Friday, February 26, 2021

The Success Sequence and Happiness

 There is an interesting series of posts by Bryan Caplan here about how the success sequence helps avoid poverty. This sequence is

1. Finish high school.

2. Get a full-time job once you finish school.

3. Get married before you have children.

Helps you avoid poverty. "97% of Millennials who follow what has been called the “success sequence”—that is, who get at least a high school degree, work, and then marry before having any children, in that order—are not poor by the time they reach their prime young adult years (ages 28-34)."

The posts argue if the sequence is cause or effect, really something that can be advised and other things. 
But what struck me about it was how these three also correlate with happiness. Telling people how to avoid poverty might seem like a conspiracy by the Capitialist Man. Telling people how to get happy seems less sinister. Though of course there are all sorts of cause and effect stuff here. And poverty and happiness are really closely related so it could be that it is just the same thing being measured and the only difference is the framing.

Would these three mean you were happier even apart from the poverty effect?

Full time job: "Many studies have tried to quantify the adverse effect of unemployment on well-being using survey data on life satisfaction. For example, the raw difference in average life satisfaction between unemployed and employed workers aged 20–60 years in the German Socio-Economic Panel for 1984–2011 amounts to 1.3 points on a 0–10 scale." 

Finish high school: People who finish secondary education are happier.


Too Educated to be Happy?
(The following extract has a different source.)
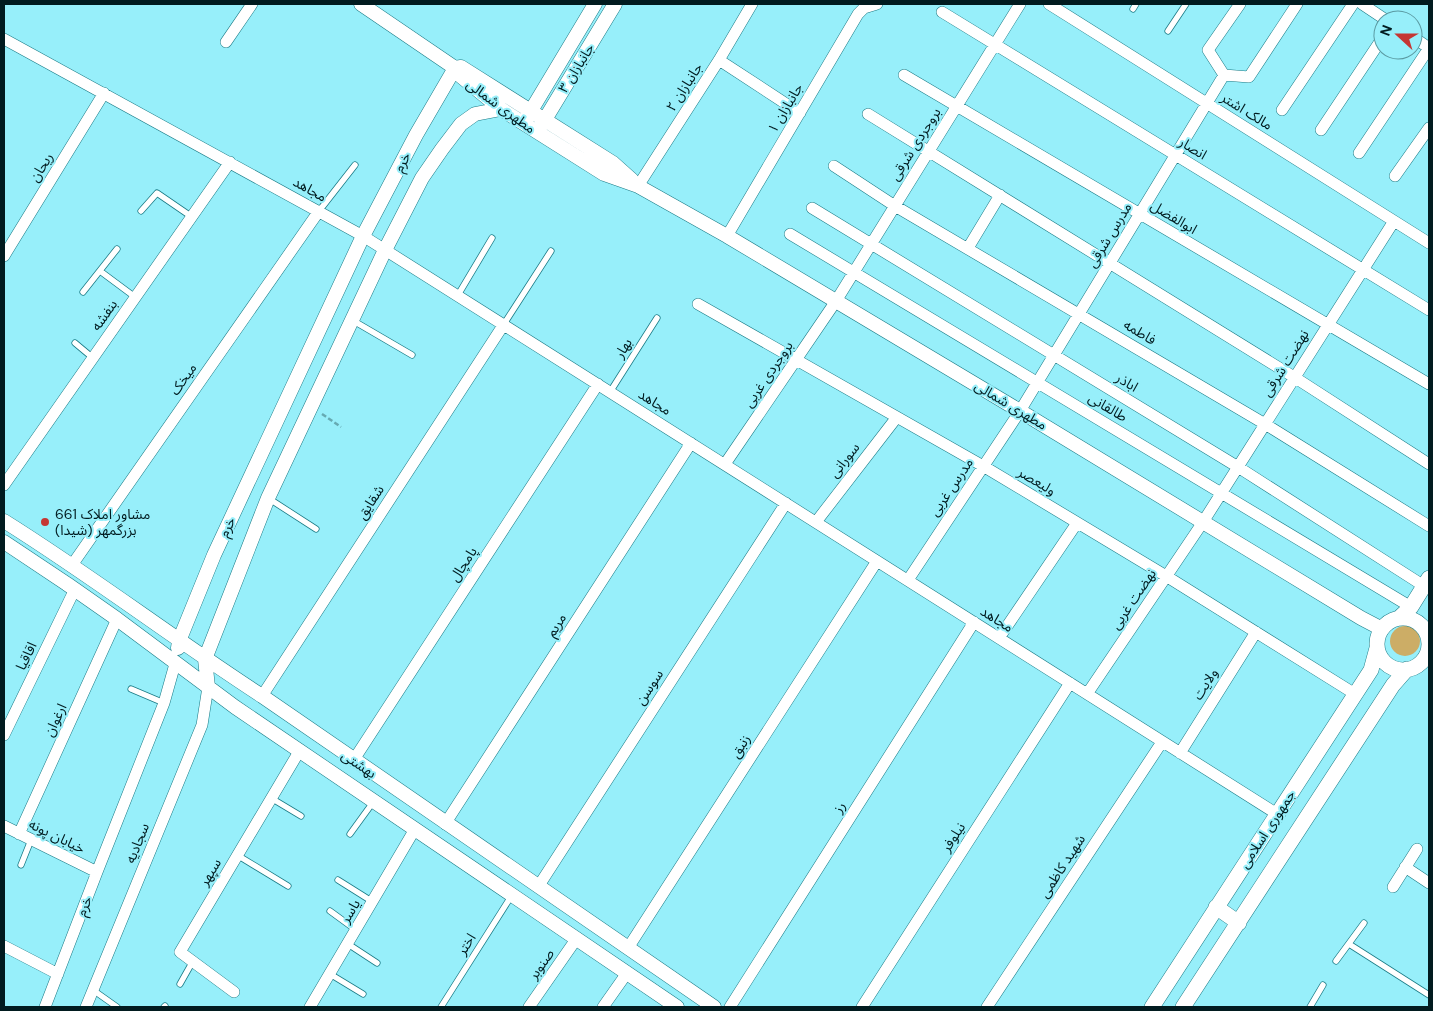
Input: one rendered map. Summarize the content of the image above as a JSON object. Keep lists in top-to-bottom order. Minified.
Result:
{"streets":{"main road":["جمهوری اسلامی"],"street":["جانبازان ۳","جانبازان ۲","مطهری شمالی","جانبازان ۱","مالک اشتر","بروجردی شرقی","انصار","خرم","ریحان","مجاهد","ابوالفضل","مدرس شرقی","بنفشه","فاطمه","نهضت شرقی","بروجردی غربی","میخک","اباذر","طالقانی","سورانی","ولیعصر","مدرس غربی","شقایق","پامچال","نهضت غربی","مریم","اقاقیا","ولایت","سوسن","ارغوان","زنبق","بهشتی","رز","خیابان پونه","نیلوفر","سجادیه","شهید کاظمی","سپهر","یاسر","صنوبر"],"lane":["بهار","اختر"]},"crossings":[["جانبازان ۳","مطهری شمالی"],["جانبازان ۲","مطهری شمالی"],["مطهری شمالی","جانبازان ۱"],["مطهری شمالی","بروجردی شرقی"],["مطهری شمالی","خرم"],["مطهری شمالی","مدرس شرقی"],["مطهری شمالی","نهضت شرقی"],["مطهری شمالی","بروجردی غربی"],["مطهری شمالی","مدرس غربی"],["مطهری شمالی","نهضت غربی"],["مطهری شمالی","جمهوری اسلامی"],["مالک اشتر","مدرس شرقی"],["مالک اشتر","نهضت شرقی"],["بروجردی شرقی","انصار"],["بروجردی شرقی","ابوالفضل"],["بروجردی شرقی","فاطمه"],["بروجردی شرقی","بروجردی غربی"],["بروجردی شرقی","اباذر"],["بروجردی شرقی","طالقانی"],["انصار","مدرس شرقی"],["انصار","نهضت شرقی"],["خرم","مجاهد"],["خرم","بهشتی"],["خرم","خیابان پونه"],["خرم","سجادیه"],["ریحان","مجاهد"],["مجاهد","بنفشه"],["مجاهد","بهار"],["مجاهد","بروجردی غربی"],["مجاهد","میخک"],["مجاهد","سورانی"],["مجاهد","مدرس غربی"],["مجاهد","شقایق"],["مجاهد","پامچال"],["مجاهد","نهضت غربی"],["مجاهد","مریم"],["مجاهد","ولایت"],["مجاهد","سوسن"],["مجاهد","زنبق"],["مجاهد","رز"],["مجاهد","جمهوری اسلامی"],["مجاهد","نیلوفر"],["مجاهد","شهید کاظمی"],["ابوالفضل","مدرس شرقی"],["ابوالفضل","نهضت شرقی"],["مدرس شرقی","فاطمه"],["مدرس شرقی","اباذر"],["مدرس شرقی","طالقانی"],["مدرس شرقی","مدرس غربی"],["فاطمه","نهضت شرقی"],["نهضت شرقی","اباذر"],["نهضت شرقی","طالقانی"],["نهضت شرقی","نهضت غربی"],["بروجردی غربی","ولیعصر"],["میخک","بهشتی"],["سورانی","ولیعصر"],["ولیعصر","مدرس غربی"],["ولیعصر","نهضت غربی"],["ولیعصر","ولایت"],["ولیعصر","جمهوری اسلامی"],["شقایق","بهشتی"],["پامچال","بهشتی"],["مریم","بهشتی"],["اقاقیا","بهشتی"],["سوسن","بهشتی"],["ارغوان","بهشتی"],["ارغوان","خیابان پونه"],["زنبق","بهشتی"],["بهشتی","سجادیه"],["بهشتی","سپهر"],["بهشتی","یاسر"],["بهشتی","اختر"],["بهشتی","صنوبر"]],"places":["مشاور املاک 661 بزرگمهر (شیدا)"],"north":"left"}
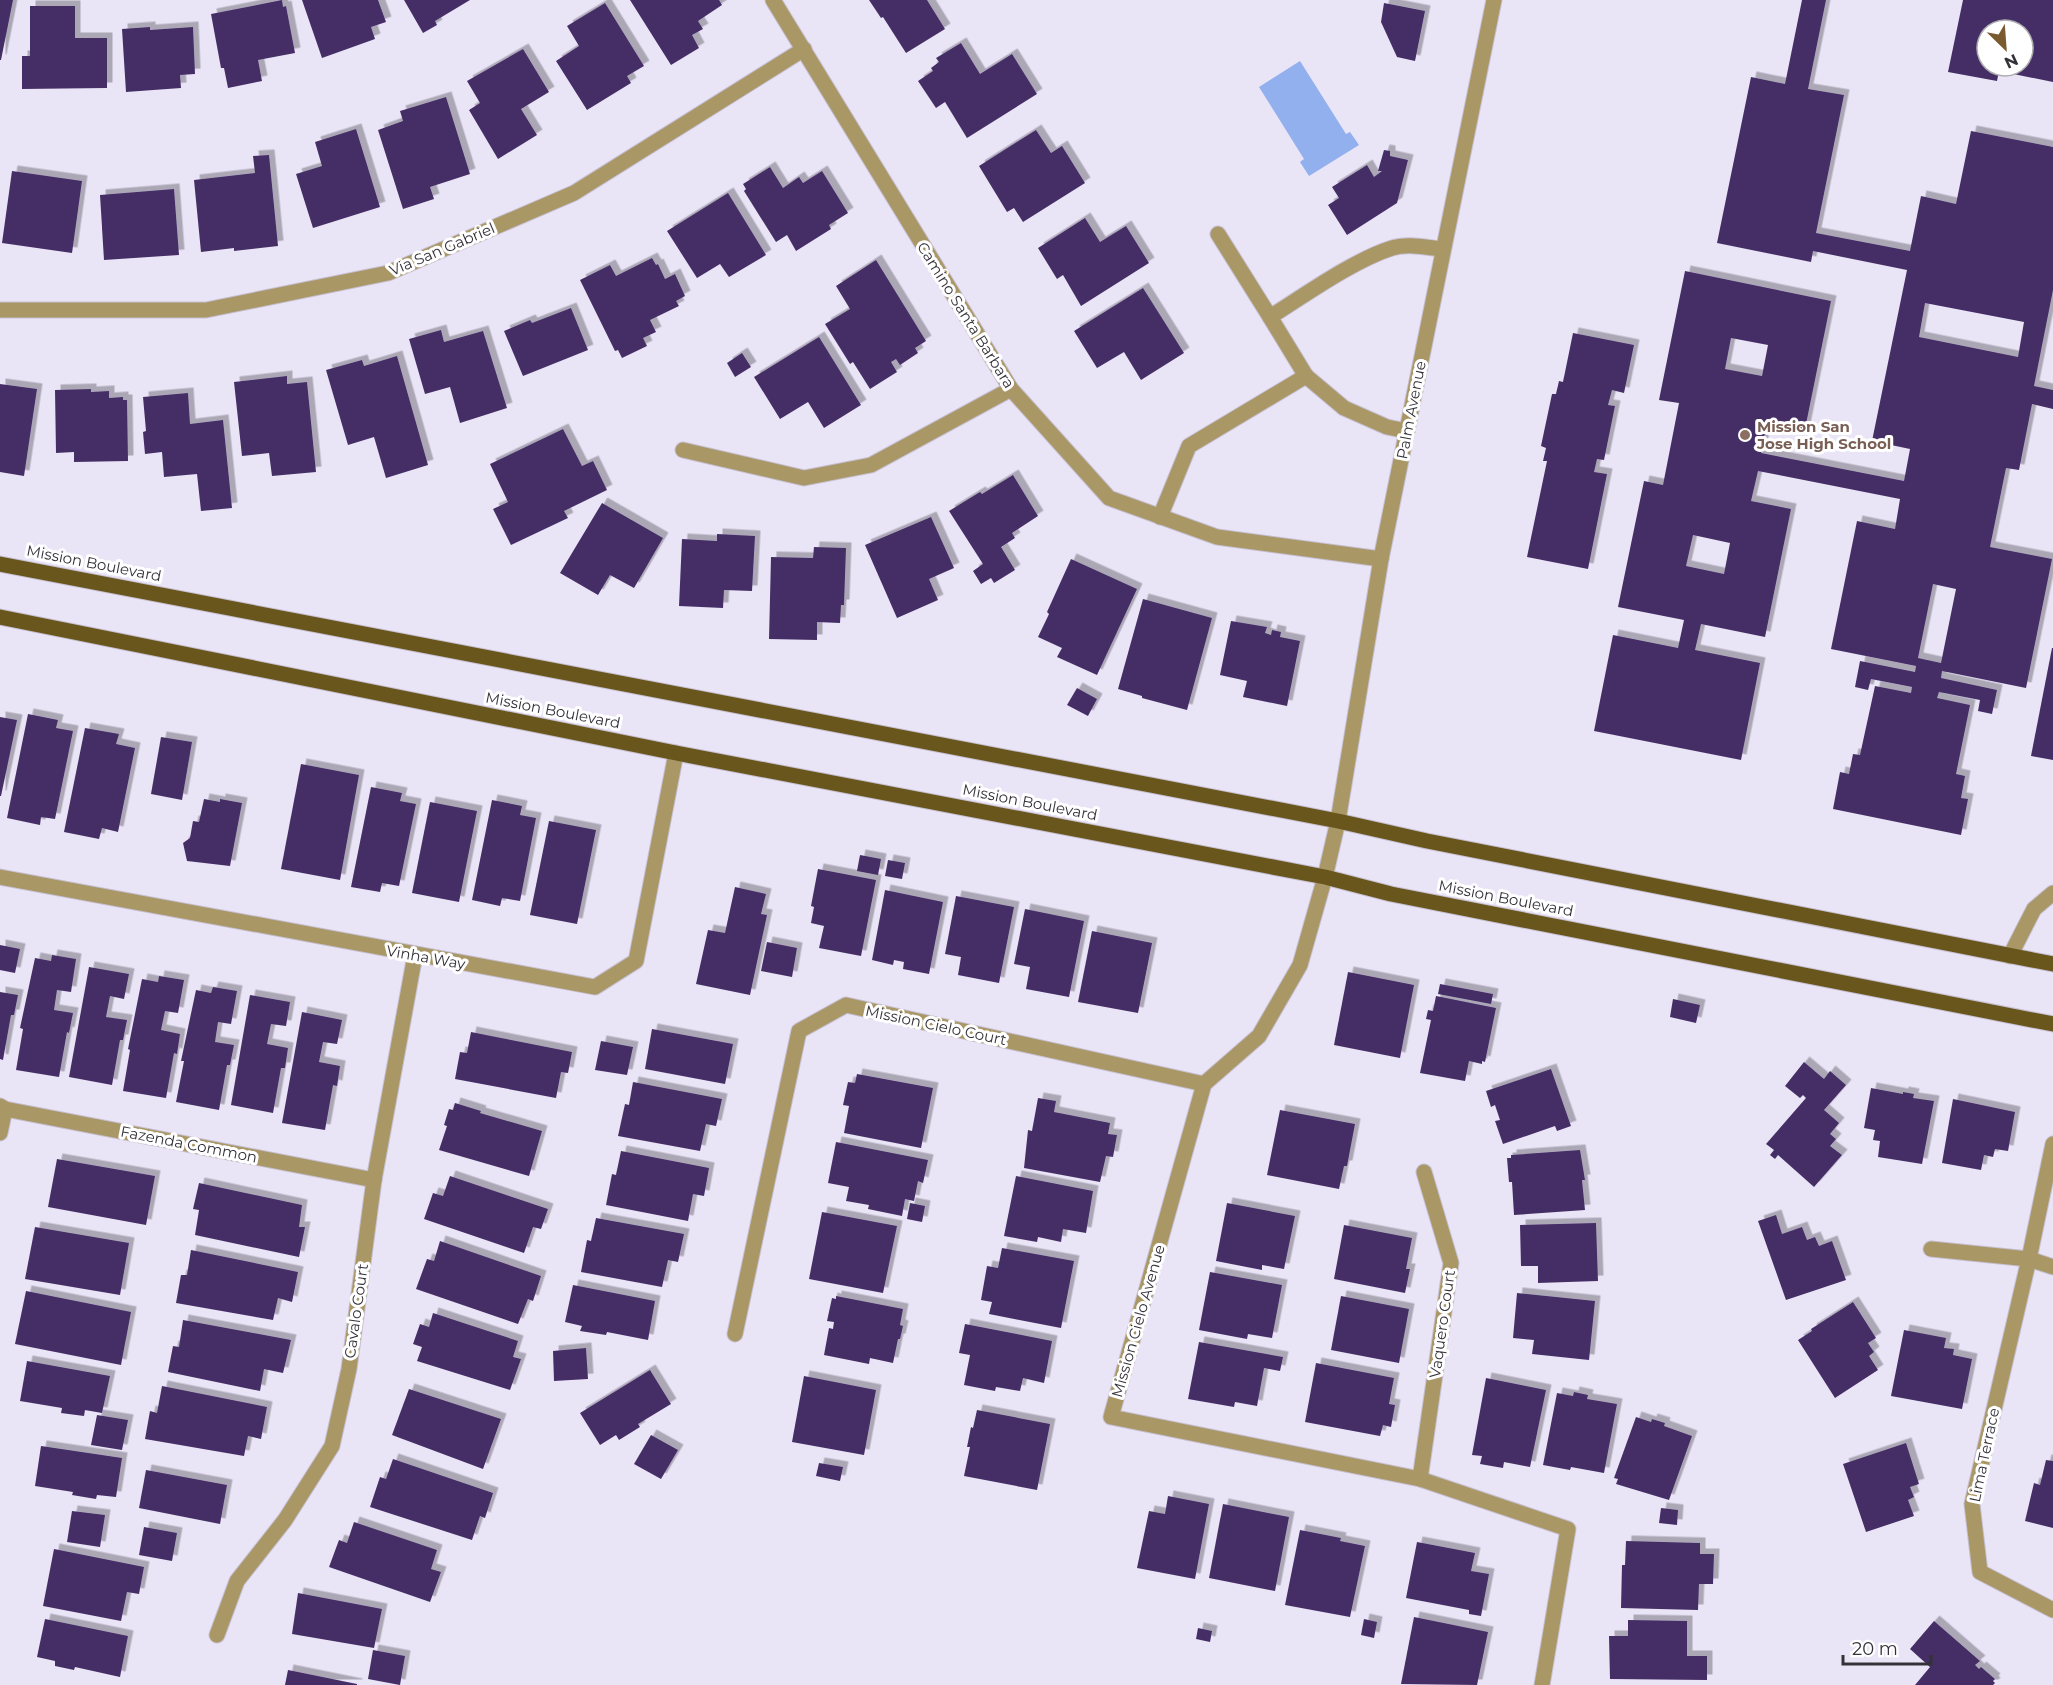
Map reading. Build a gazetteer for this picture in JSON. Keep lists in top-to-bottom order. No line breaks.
{"streets":{"main road":["Mission Boulevard"],"street":["Via San Gabriel","Camino Santa Barbara","Palm Avenue","Vinha Way","Mission Cielo Court","Fazenda Common","Cavalo Court","Mission Cielo Avenue","Vaquero Court","Lima Terrace"]},"crossings":[["Via San Gabriel","Camino Santa Barbara"],["Camino Santa Barbara","Palm Avenue"],["Palm Avenue","Mission Boulevard"],["Mission Boulevard","Vinha Way"],["Vinha Way","Cavalo Court"],["Mission Cielo Court","Mission Cielo Avenue"],["Fazenda Common","Cavalo Court"],["Mission Cielo Avenue","Vaquero Court"]],"places":["Mission San Jose High School"],"scale_bar":"20 m","north":"bottom right"}
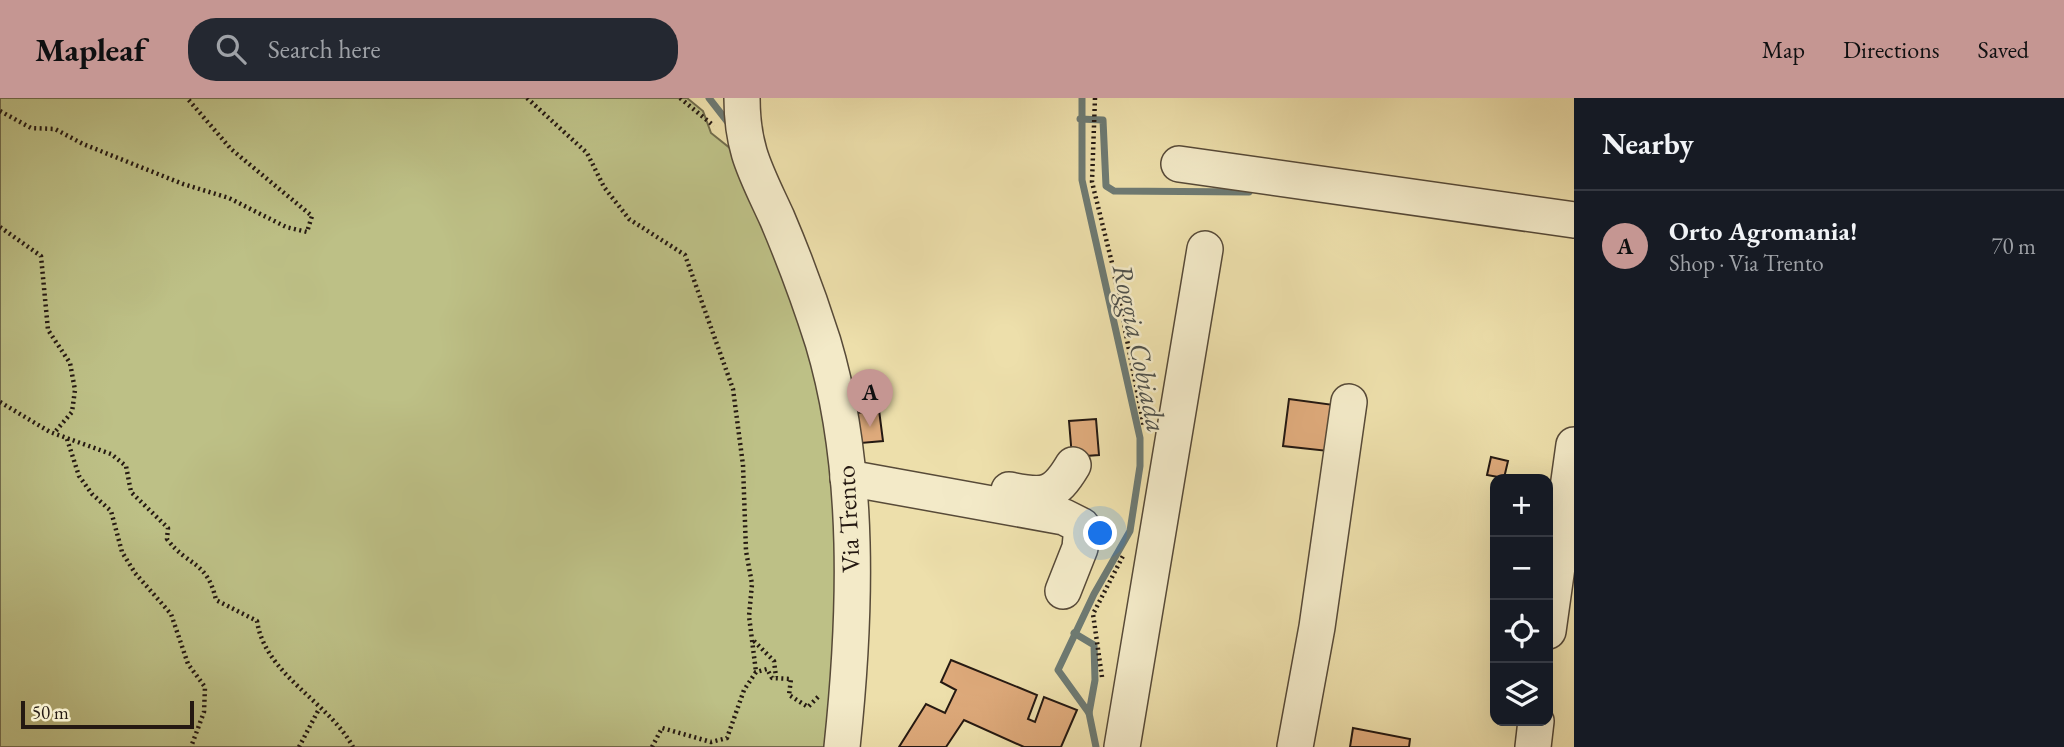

An investigation into the relationship between education and subjective well-being by Erich Striessnig this paper goes into how married people are happier as well.


Get married before you have children:
'The difference in quality of life between the lowest and highest education group is as big as the difference between someone being married compared to being single.' from the paper above. 
longitudinal observational study conducted in Germany between the years of 1984 and 2000 showed more conclusive results, where people who married eventually were generally happier and more satisfied than people who remained single.

The success sequence seems a pretty good way to be happy.